• ASSIGNED TASK
Starting at the first line of the data below, retype every line up to and including the one containing "Input: one rendered".

• Stored data
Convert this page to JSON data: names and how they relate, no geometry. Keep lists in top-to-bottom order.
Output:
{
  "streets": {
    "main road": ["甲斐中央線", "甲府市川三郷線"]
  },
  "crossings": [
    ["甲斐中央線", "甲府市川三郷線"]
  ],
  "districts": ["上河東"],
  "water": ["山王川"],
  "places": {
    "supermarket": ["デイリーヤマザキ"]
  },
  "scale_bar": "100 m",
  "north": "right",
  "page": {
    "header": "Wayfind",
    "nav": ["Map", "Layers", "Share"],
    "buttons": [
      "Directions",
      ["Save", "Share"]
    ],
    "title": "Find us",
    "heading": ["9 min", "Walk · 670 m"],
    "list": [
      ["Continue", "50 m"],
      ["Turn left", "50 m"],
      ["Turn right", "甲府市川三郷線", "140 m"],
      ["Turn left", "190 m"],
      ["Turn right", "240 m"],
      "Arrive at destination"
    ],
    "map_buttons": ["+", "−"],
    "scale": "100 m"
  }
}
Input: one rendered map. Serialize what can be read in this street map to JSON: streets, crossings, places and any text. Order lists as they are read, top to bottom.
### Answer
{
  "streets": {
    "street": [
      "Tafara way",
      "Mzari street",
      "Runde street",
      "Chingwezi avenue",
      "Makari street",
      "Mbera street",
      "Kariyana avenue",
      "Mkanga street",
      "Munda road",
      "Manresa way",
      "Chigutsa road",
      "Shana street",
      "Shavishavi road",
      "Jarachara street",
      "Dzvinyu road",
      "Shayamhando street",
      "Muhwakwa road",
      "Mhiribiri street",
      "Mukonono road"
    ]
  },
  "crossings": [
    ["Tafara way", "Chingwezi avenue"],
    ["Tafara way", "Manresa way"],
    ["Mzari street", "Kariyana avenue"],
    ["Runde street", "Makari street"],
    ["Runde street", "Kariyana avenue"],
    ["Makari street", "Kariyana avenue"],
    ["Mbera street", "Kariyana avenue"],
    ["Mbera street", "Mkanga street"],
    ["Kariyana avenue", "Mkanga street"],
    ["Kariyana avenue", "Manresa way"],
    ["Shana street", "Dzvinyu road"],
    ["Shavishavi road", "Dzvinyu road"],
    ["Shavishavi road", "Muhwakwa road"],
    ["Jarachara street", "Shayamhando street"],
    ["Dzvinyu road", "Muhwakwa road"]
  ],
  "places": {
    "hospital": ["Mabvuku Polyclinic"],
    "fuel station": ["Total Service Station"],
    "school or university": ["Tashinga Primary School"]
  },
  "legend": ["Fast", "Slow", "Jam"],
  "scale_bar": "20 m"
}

• RESULT OF THE EXERCISE
Convert this page to JSON data: names and how they relate, no geometry. Keep lists in top-to-bottom order.
Output:
{
  "streets": {
    "main road": ["甲斐中央線", "甲府市川三郷線"]
  },
  "crossings": [
    ["甲斐中央線", "甲府市川三郷線"]
  ],
  "districts": ["上河東"],
  "water": ["山王川"],
  "places": {
    "supermarket": ["デイリーヤマザキ"]
  },
  "scale_bar": "100 m",
  "north": "right",
  "page": {
    "header": "Wayfind",
    "nav": ["Map", "Layers", "Share"],
    "buttons": [
      "Directions",
      ["Save", "Share"]
    ],
    "title": "Find us",
    "heading": ["9 min", "Walk · 670 m"],
    "list": [
      ["Continue", "50 m"],
      ["Turn left", "50 m"],
      ["Turn right", "甲府市川三郷線", "140 m"],
      ["Turn left", "190 m"],
      ["Turn right", "240 m"],
      "Arrive at destination"
    ],
    "map_buttons": ["+", "−"],
    "scale": "100 m"
  }
}
Input: one rendered map. Serialize what can be read in this street map to JSON: streets, crossings, places and any text. Order lists as they are read, top to bottom.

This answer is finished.